Miss Grantham began to show that she was not an abject criminal on her defence.

"And those are all very excellent things to do," she said. "I do not see that they are less useful than playing bridge all night, or standing quacking on a stair-case in a tiara, and calling it an evening party."

"Yes, we do quack," conceded Dodo.

"Or spending five hundred pounds on a ball – "

"My dear, that wouldn't do much in the way of a ball," began Dodo.

"Well, a thousand pounds then, if you wish to argue about irrelevancies. All the Christmas-trees and Easter decorations and school-feasts don't cost that – "

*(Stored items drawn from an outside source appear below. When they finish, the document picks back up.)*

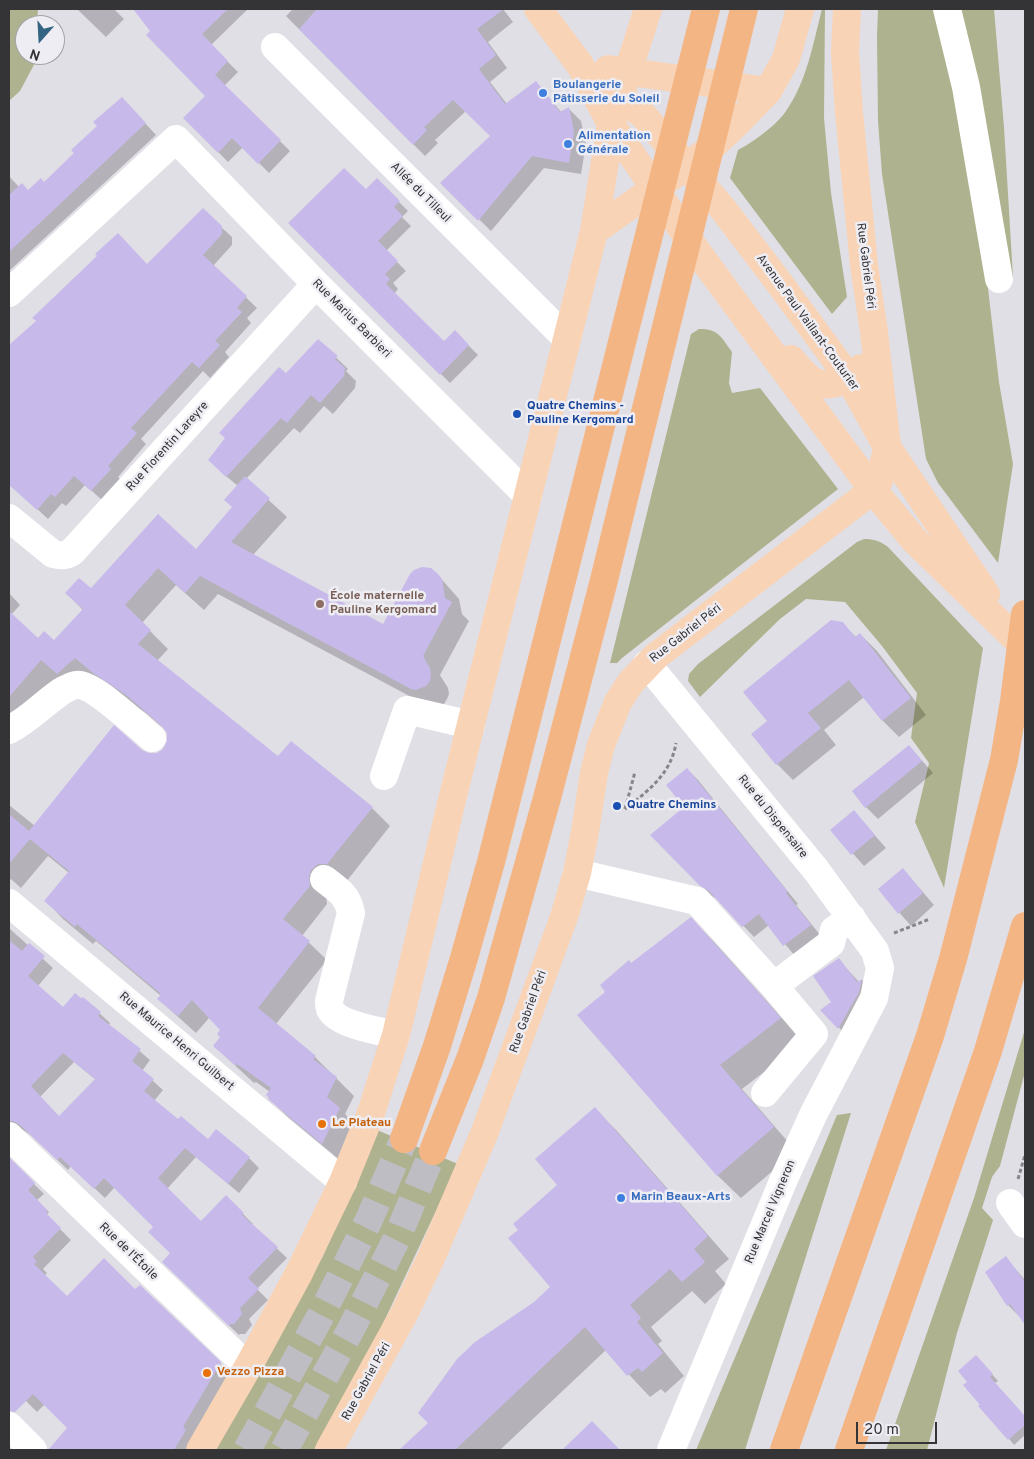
<!DOCTYPE html>
<html>
<head>
<meta charset="utf-8">
<style>
	body { margin:0 }
	#map { position:relative; width:1034px; height:1459px; overflow:hidden; background:#e1dfe6; font-family:Overpass,sans-serif }
	canvas { display:block }
	.frame { position:absolute; inset:0; border:10px solid #343336; pointer-events:none }
	.north { position:absolute; left:15px; top:15px; width:50px; height:50px; box-sizing:border-box; background:#eeedf3; border:1px solid #a4a3a7; border-radius:50%; rotate:199deg; font-size:14px; font-weight:700; line-height:20px; text-align:center; color:#343336 }
	.north::after { content:''; display:block; margin:auto; width:18px; height:22px; background:#336482; clip-path:polygon(50% 0,100% 100%,50% 72%,0 100%) }
	.scale { position:absolute; left:856px; top:1422px; width:81px; height:22px; box-sizing:border-box; border:2px solid #343336; border-top:0; padding-left:6px; font-size:15px; line-height:18px; white-space:nowrap; color:#343336; -webkit-text-stroke:4px #eeedf3; paint-order:stroke }
</style>
</head>
<body>
<div id="map">
<canvas width="1034" height="1459"></canvas>
<div class="frame"></div>
<div class="north">N</div>
<div class="scale">20 m</div>
</div>
<script>
const context = document.querySelector('canvas').getContext('2d');
context.lineJoin = 'round';
function paint(path, color) {
  context.fillStyle = color;
  context.fill(path, 'evenodd');
}
function strokePath(path, color, width, dash) {
  context.strokeStyle = color;
  context.lineWidth = width;
  context.lineCap = dash ? 'butt' : 'round';
  context.setLineDash(dash || []);
  context.stroke(path);
}
function drawText(font, color, halo, rows, align = 'center') {
  context.font = font + ' Overpass,sans-serif';
  context.lineWidth = 5;
  context.setLineDash([]);
  context.textBaseline = 'middle';
  context.strokeStyle = halo;
  context.fillStyle = color;
  for (const [text, x, y, turn = 0] of rows) {
    context.save();
    context.translate(x, y);
    context.rotate((+turn || 0) * Math.PI / 180);
    context.textAlign = isNaN(turn) ? turn : align;
    if (halo) context.strokeText(text, 0, 0);
    context.fillText(text, 0, 0);
    context.restore();
  }
}
paint(new Path2D(`
	M 9,9 L 38,9 L 37,25 L 25,25 L 25,55 L 36,55 L 36,61 L 20,91 L 9,101 Z
	M 822,9 L 825,9 L 824,118 L 831,193 L 847,297 L 832,314 L 730,178 L 738,150 C 752,143 778,124 786,111 C 807,81 813,44 822,9 Z
	M 878,9 L 994,9 L 1004,127 L 1013,277 L 987,280 L 999,382 L 1013,464 L 998,563 L 938,483 L 926,459 L 882,174 L 878,121 L 877,37 Z
	M 699,329 C 719,329 721,337 732,352 L 729,383 L 732,393 L 760,388 L 838,489 L 622,658 L 617,663 L 610,663 L 691,334 Z
	M 864,539 C 874,539 880,541 888,547 L 983,648 L 944,888 L 915,822 L 929,763 L 911,738 L 917,693 L 882,646 L 845,602 L 806,599 L 780,619 L 700,697 L 688,681 L 689,674 L 698,664 L 857,542 Z
	M 1025,1029 L 1025,1072 L 1000,1166 L 992,1177 L 982,1208 L 993,1220 L 957,1333 L 927,1450 L 886,1450 L 974,1198 Z
	M 851,1113 L 745,1450 L 696,1450 L 837,1115 Z
	M 377,1130 L 458,1164 L 380,1330 L 314,1450 L 215,1450 L 323,1256 Z`), '#afb28f');
paint(new Path2D(`
	M 77,9 L 114,9 L 124,19 L 106,37 Z
	M 136,9 L 248,9 L 211,45 L 238,72 L 224,86 L 290,151 L 269,173 L 243,147 L 228,162 L 185,118 L 206,96 L 135,10 Z
	M 293,9 L 503,9 L 513,22 L 488,42 L 507,68 L 490,82 L 507,104 L 536,82 L 562,113 L 569,109 L 581,121 L 586,144 L 581,174 L 544,168 L 491,231 L 442,183 L 491,136 L 466,111 L 435,140 L 438,143 L 425,156 L 286,16 Z
	M 133,110 L 156,135 L 9,271 L 9,176 L 19,187 L 28,191 L 44,183 Z
	M 377,180 L 408,211 L 402,217 L 411,226 L 386,251 L 406,271 L 393,283 L 398,289 L 394,294 L 444,343 L 455,332 L 478,355 L 450,383 L 290,223 L 366,191 Z
	M 221,227 L 232,237 L 232,245 L 213,266 L 257,308 L 247,318 L 251,323 L 225,352 L 229,357 L 210,378 L 203,371 L 141,439 L 146,444 L 118,477 L 121,480 L 102,500 L 85,485 L 66,506 L 62,503 L 48,519 L 9,483 L 9,347 L 37,321 Z
	M 318,340 L 348,369 L 346,371 L 356,381 L 355,388 L 333,414 L 324,406 L 300,433 L 294,428 L 246,479 L 287,517 L 253,555 L 384,625 L 437,574 L 459,599 L 462,614 L 469,621 L 440,675 L 448,688 L 449,694 L 447,699 L 444,704 L 434,708 L 430,707 L 218,594 L 204,610 L 176,585 L 142,623 L 168,649 L 157,661 L 278,758 L 291,742 L 372,808 L 390,826 L 346,882 L 326,896 L 327,904 L 302,936 L 327,960 L 276,1024 L 315,1057 L 354,1096 L 345,1114 L 357,1127 L 341,1161 L 288,1117 L 270,1099 L 270,1092 L 256,1082 L 254,1083 L 214,1046 L 222,1038 L 222,1030 L 210,1017 L 196,1033 L 158,999 L 161,996 L 96,941 L 93,944 L 63,919 L 46,901 L 69,873 L 48,856 L 21,888 L 11,879 L 9,882 L 9,805 L 35,826 L 141,751 L 149,755 L 157,754 L 164,749 L 168,742 L 167,731 L 146,713 L 112,691 L 93,675 L 76,691 L 19,723 L 9,714 L 9,655 L 11,652 L 9,650 L 9,593 L 20,605 L 11,615 L 39,639 L 54,641 L 83,610 L 66,593 L 91,590 L 196,551 L 233,508 L 238,486 L 221,472 L 287,375 Z
	M 842,623 L 857,638 L 860,634 L 877,651 L 926,715 L 899,737 L 883,721 L 864,697 L 824,730 L 836,745 L 793,780 L 777,764 L 769,721 Z
	M 909,746 L 933,773 L 878,819 L 866,807 Z
	M 687,769 L 698,780 L 798,904 L 796,905 L 821,936 L 795,956 L 769,925 L 754,937 L 719,900 L 712,896 L 652,835 L 686,807 Z
	M 854,812 L 886,848 L 864,866 L 832,830 Z
	M 903,869 L 934,905 L 911,926 L 879,889 Z
	M 691,919 L 714,942 L 803,1042 L 742,1089 L 796,1151 L 741,1198 L 718,1176 L 579,1015 L 607,992 L 631,964 Z
	M 9,928 L 53,968 L 38,986 L 64,1008 L 83,998 L 110,1023 L 109,1025 L 150,1060 L 142,1071 L 163,1090 L 154,1101 L 178,1121 L 208,1140 L 249,1158 L 259,1168 L 239,1193 L 196,1157 L 167,1189 L 202,1223 L 226,1197 L 253,1224 L 252,1225 L 287,1258 L 257,1289 L 268,1300 L 249,1319 L 252,1325 L 245,1334 L 240,1334 L 239,1335 L 163,1262 L 171,1253 L 154,1227 L 115,1187 L 105,1198 L 71,1166 L 68,1170 L 31,1135 L 23,1130 L 15,1131 L 9,1135 ZM 74,1062 L 96,1080 L 59,1117 L 40,1097 Z
	M 839,960 L 859,982 L 862,980 L 873,992 L 850,1039 L 822,1010 L 833,1002 Z
	M 595,1109 L 617,1131 L 729,1259 L 715,1271 L 726,1284 L 705,1304 L 692,1291 L 651,1327 L 662,1341 L 658,1344 L 684,1376 L 665,1393 L 661,1389 L 650,1397 L 606,1350 L 500,1450 L 401,1450 L 429,1423 L 535,1303 L 552,1287 L 559,1185 Z
	M 9,1159 L 44,1194 L 37,1200 L 49,1212 L 46,1215 L 71,1240 L 43,1269 L 47,1273 L 44,1276 L 67,1298 L 135,1290 L 140,1286 L 231,1374 L 191,1450 L 66,1450 L 57,1441 L 68,1428 L 45,1404 L 37,1412 L 9,1384 L 9,1247 L 32,1223 L 17,1208 L 9,1216 Z
	M 1006,1258 L 1025,1280 L 1025,1322 L 1020,1315 L 1018,1315 L 1008,1305 Z
	M 982,1363 L 998,1381 L 995,1383 L 1025,1417 L 1025,1435 L 1014,1445 L 982,1405 L 969,1382 Z
	M 592,1423 L 619,1450 L 563,1450 Z`), '#0003');
paint(new Path2D(`
	M 133,9 L 228,9 L 202,34 L 228,61 L 215,75 L 281,140 L 258,164 L 232,138 L 218,153 L 183,118 L 205,96 L 146,35 L 150,31 Z
	M 317,9 L 504,9 L 477,29 L 496,55 L 479,69 L 505,104 L 536,81 L 560,112 L 569,107 L 574,131 L 569,163 L 532,156 L 478,221 L 440,183 L 490,136 L 453,100 L 424,127 L 427,130 L 413,145 L 299,29 Z
	M 122,97 L 146,123 L 9,252 L 9,195 L 22,183 L 28,190 L 41,178 L 44,182 L 74,153 L 71,150 L 97,126 L 93,122 Z
	M 344,168 L 366,189 L 377,178 L 400,201 L 394,207 L 403,216 L 378,241 L 398,261 L 385,274 L 390,279 L 386,284 L 444,341 L 455,330 L 469,345 L 440,375 L 288,223 Z
	M 203,208 L 222,226 L 222,234 L 203,255 L 247,296 L 237,308 L 242,312 L 215,341 L 220,345 L 199,368 L 192,362 L 131,428 L 137,433 L 108,466 L 111,469 L 91,491 L 74,476 L 55,497 L 51,494 L 37,510 L 9,485 L 9,345 L 36,321 L 32,318 L 97,256 L 95,254 L 118,233 L 147,264 Z
	M 318,339 L 338,356 L 335,359 L 345,368 L 344,376 L 320,403 L 311,395 L 287,423 L 281,418 L 226,477 L 208,460 L 225,438 L 219,433 L 279,367 L 286,373 Z
	M 245,476 L 270,498 L 231,542 L 383,624 L 410,574 L 414,570 L 422,567 L 431,568 L 437,573 L 442,579 L 445,598 L 452,602 L 423,656 L 430,668 L 431,675 L 430,681 L 426,686 L 416,690 L 411,689 L 200,576 L 185,593 L 158,568 L 125,605 L 151,630 L 138,644 L 278,756 L 291,741 L 373,807 L 327,864 L 318,864 L 311,870 L 309,877 L 310,886 L 283,919 L 310,941 L 258,1008 L 316,1056 L 313,1059 L 337,1077 L 327,1097 L 340,1108 L 322,1144 L 268,1099 L 269,1098 L 266,1095 L 271,1088 L 237,1064 L 236,1066 L 213,1046 L 220,1037 L 217,1034 L 220,1030 L 192,1000 L 178,1016 L 157,999 L 161,994 L 77,924 L 75,927 L 44,901 L 69,871 L 30,839 L 9,864 L 9,814 L 29,831 L 114,725 L 142,750 L 149,753 L 157,753 L 163,749 L 167,741 L 167,733 L 162,726 L 126,695 L 93,673 L 75,658 L 57,674 L 41,660 L 9,697 L 9,611 L 38,638 L 44,631 L 54,640 L 83,609 L 65,593 L 79,578 L 91,588 L 158,514 L 196,549 L 232,507 L 224,500 Z
	M 831,620 L 843,622 L 855,637 L 860,633 L 911,698 L 882,721 L 849,680 L 808,713 L 821,728 L 776,765 L 751,734 L 767,721 L 743,692 Z
	M 909,745 L 922,761 L 865,808 L 852,791 Z
	M 687,768 L 788,892 L 786,893 L 811,925 L 783,946 L 759,914 L 742,927 L 709,891 L 699,885 L 650,835 L 684,807 L 666,785 Z
	M 854,810 L 875,835 L 851,855 L 830,830 Z
	M 903,868 L 923,893 L 898,914 L 878,889 Z
	M 691,917 L 781,1018 L 720,1065 L 774,1127 L 717,1176 L 577,1015 L 605,992 L 600,985 L 629,960 L 631,963 Z
	M 9,940 L 22,951 L 29,943 L 45,956 L 28,976 L 63,1007 L 75,993 L 81,998 L 83,997 L 101,1012 L 98,1016 L 141,1049 L 132,1061 L 154,1079 L 144,1091 L 178,1119 L 181,1116 L 208,1139 L 216,1129 L 250,1157 L 228,1184 L 185,1148 L 158,1178 L 201,1221 L 226,1195 L 244,1213 L 242,1215 L 278,1247 L 248,1278 L 259,1289 L 240,1308 L 242,1314 L 234,1324 L 230,1324 L 229,1326 L 162,1262 L 170,1253 L 148,1232 L 153,1227 L 104,1178 L 94,1189 L 60,1157 L 57,1160 L 20,1125 L 13,1121 L 9,1121 ZM 63,1053 L 95,1079 L 59,1116 L 31,1086 Z
	M 839,958 L 857,982 L 862,979 L 859,992 L 838,1029 L 820,1010 L 831,1002 L 813,976 Z
	M 595,1107 L 708,1236 L 694,1249 L 705,1262 L 682,1282 L 670,1269 L 630,1305 L 641,1318 L 637,1322 L 663,1353 L 642,1372 L 638,1368 L 627,1376 L 585,1327 L 455,1450 L 399,1450 L 428,1423 L 418,1413 L 457,1359 L 475,1342 L 534,1302 L 550,1287 L 508,1238 L 518,1230 L 513,1224 L 557,1185 L 535,1159 Z
	M 9,1157 L 35,1183 L 28,1190 L 48,1211 L 46,1213 L 61,1228 L 33,1257 L 37,1262 L 34,1264 L 67,1296 L 104,1258 L 135,1289 L 140,1285 L 221,1362 L 183,1427 L 186,1430 L 174,1450 L 48,1450 L 67,1428 L 33,1394 L 15,1412 L 9,1411 Z
	M 1006,1256 L 1025,1282 L 1025,1325 L 1010,1304 L 1007,1306 L 985,1272 Z
	M 976,1355 L 993,1374 L 990,1377 L 1025,1416 L 1025,1425 L 1008,1440 L 978,1406 L 980,1405 L 963,1385 L 967,1382 L 958,1371 Z
	M 592,1421 L 620,1450 L 562,1450 Z`), '#c7b9ea');
strokePath(new Path2D(`
	M 247,1450 L 321,1315 L 368,1222 L 404,1139
	M 284,1450 L 350,1331 L 397,1238 L 433,1151`), '#bebdc3', 28, [28, 14]);
strokePath(new Path2D(`
	M 625,809 C 648,791 671,774 676,743
	M 625,809 L 635,772
	M 894,933 L 930,919
	M 1018,1179 L 1025,1155`), '#87868b', 3, [4, 2.5]);
strokePath(new Path2D(`
	M 947,9 L 966,87 L 999,279
	M 275,47 L 566,338
	M 9,293 L 176,139 L 316,284 L 528,496
	M 9,518 L 53,554 C 61,556 65,556 72,552 L 316,284
	M 647,664 L 816,870 L 875,951 L 880,968 L 874,998 L 814,1113 L 784,1179 L 671,1450
	M 9,730 C 29,720 44,703 62,691 C 68,688 74,684 80,685 C 96,687 138,726 152,738
	M 384,776 L 407,710 L 471,725
	M 577,873 L 697,901 L 774,986 L 814,1034 L 765,1093
	M 324,879 C 338,890 347,894 351,913 L 329,1001 C 329,1004 329,1006 330,1009 C 338,1025 380,1031 396,1035
	M 9,903 L 343,1182
	M 774,986 L 831,943 L 834,930 L 852,918
	M 9,1136 L 248,1367
	M 1010,1203 L 1025,1224
	M 9,1426 L 33,1450`), '#fff', 28);
strokePath(new Path2D(`
	M 538,9 L 580,65 L 611,124 L 696,250 L 873,490 L 915,541 L 1014,637
	M 608,69 L 768,91
	M 606,86 L 644,116 L 723,209 L 777,280 L 849,378 L 887,447 L 986,594
	M 594,231 L 705,153 L 736,124 L 768,91 L 786,59 L 800,9
	M 791,359 C 798,367 807,380 818,383 C 832,388 852,378 861,368
	M 200,1450 L 248,1367 L 299,1273 L 343,1182 L 371,1113 L 396,1035 L 452,800 L 594,231 L 611,124 L 648,9
	M 329,1450 L 405,1312 L 431,1258 L 484,1134 L 564,917 L 577,873 L 585,832 L 594,773 L 601,745 L 618,702 L 631,682 L 656,656 L 873,490 L 878,483 L 882,471 L 887,447 L 874,332 L 864,265 L 849,112 L 845,53 L 847,9`), '#f8d3b5', 28);
strokePath(new Path2D(`
	M 404,1139 L 437,1046 L 464,958 L 491,862 L 706,9
	M 433,1151 L 470,1059 L 491,998 L 547,798 L 603,584 L 744,9
	M 784,1450 L 930,1036 L 953,959 L 1004,760 L 1014,701 L 1025,614
	M 849,1450 L 988,1051 L 1025,926`), '#f4b584', 28);
for (const [x, y, r, color] of [
	[543,93,5,"#3f7fe0"],
	[568,144,5,"#3f7fe0"],
	[517,414,5,"#1a4fb4"],
	[320,604,5,"#8d6e63"],
	[617,806,5,"#1a4fb4"],
	[322,1124,5,"#e8710a"],
	[621,1198,5,"#3f7fe0"],
	[207,1373,5,"#e8710a"]
]) {
  const dot = new Path2D();
  dot.arc(x, y, r, 0, 2 * Math.PI);
  context.fillStyle = color;
  context.fill(dot);
  strokePath(dot, '#eeedf3', 2);
}
drawText('bold 12px', '#366cbe', '#eeedf3', [
	["Boulangerie",553,86],
	["Pâtisserie du Soleil",553,100],
	["Alimentation",578,137],
	["Générale",578,151],
	["Marin Beaux-Arts",631,1198]
], 'left');
drawText('12px', '#343336', '#eeedf3', [
	["Allée du Tilleul",420,193,45],
	["Rue Gabriel Péri",865,266,83],
	["Rue Marius Barbieri",351,319,45],
	["Avenue Paul Vaillant-Couturier",807,323,54],
	["Rue Florentin Lareyre",168,447,-48],
	["Rue Gabriel Péri",686,634,-38],
	["Rue du Dispensaire",772,817,51],
	["Rue Gabriel Péri",529,1012,-70],
	["Rue Maurice Henri Guilbert",176,1042,40],
	["Rue Marcel Vigneron",771,1212,-67],
	["Rue de l'Étoile",128,1252,44],
	["Rue Gabriel Péri",367,1382,-61]
]);
drawText('bold 12px', '#164399', '#eeedf3', [
	["Quatre Chemins -",527,407],
	["Pauline Kergomard",527,421],
	["Quatre Chemins",627,806]
], 'left');
drawText('bold 12px', '#785e54', '#eeedf3', [
	["École maternelle",330,597],
	["Pauline Kergomard",330,611]
], 'left');
drawText('bold 12px', '#c56008', '#eeedf3', [
	["Le Plateau",332,1124],
	["Vezzo Pizza",217,1373]
], 'left');
</script>
</body>
</html>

"Grantie dear, how marvellously cheap," said Dodo enthusiastically. "What a good manager you must be, and it all becomes more appalling every minute. You know that you don't boss it in the darkness because of the good you do, and the pleasure you give, but because it gives you the impression of being busy, and makes so little trouble and expense. Now if you ran races, things in sacks, at the school-feasts yourself, and pricked your own delicious fingers with the holly for the Christmas decorations, and watered your flowers yourself for the flower-show, there might be something in it. But you don't do anything of that kind: you only give away very cheap prizes at the school-feast, and make your gardeners cut the holly, and take the prizes yourself at the flower-show. You like bossing it, darling: that's what's the matter, and it's that which has changed you. You don't compete, except at the flower-show, and then it's your gardeners who compete for you. You ought to run races at the school-feast, if you want to be considered a serious person."

"I couldn't run," said Miss Grantham. "If I ran, I should die. That would make a tragic chord at the school-feast, instead of a cheerful note."

"It would do nothing of the sort," said Dodo. "The school-children would remember the particular school-feast when you died with wonderful excitement and pleasure. It would be stored for ever in their grateful memories. 'That was the year,' they would say, 'when Miss Grantham fell dead in the sack-race, and such a lovely funeral.' They wouldn't think it the least tragic, bless them."

To Miss Grantham's detached and philosophic mind this conclusion, when she reflected on it, seemed extremely sound. She decided to pursue that track no further, for it appeared to lead nowhere, and proceeded violently upwards in a sort of moral lift.

"And then I happen to like culture and knowledge," she said. "I just happen to, in the same way as you like princes. I know you won't agree about the possible advantage of educating yourself. Last night at dinner I heard you say that you had probably forgotten how to read, as you hadn't read anything for so long. That made me shudder. You seem to think that, because I live in the country, I vegetate. You call me mossy, and I am nothing of the kind. I read for three hours a day, wet or fine. I do wood-carving, I play the piano."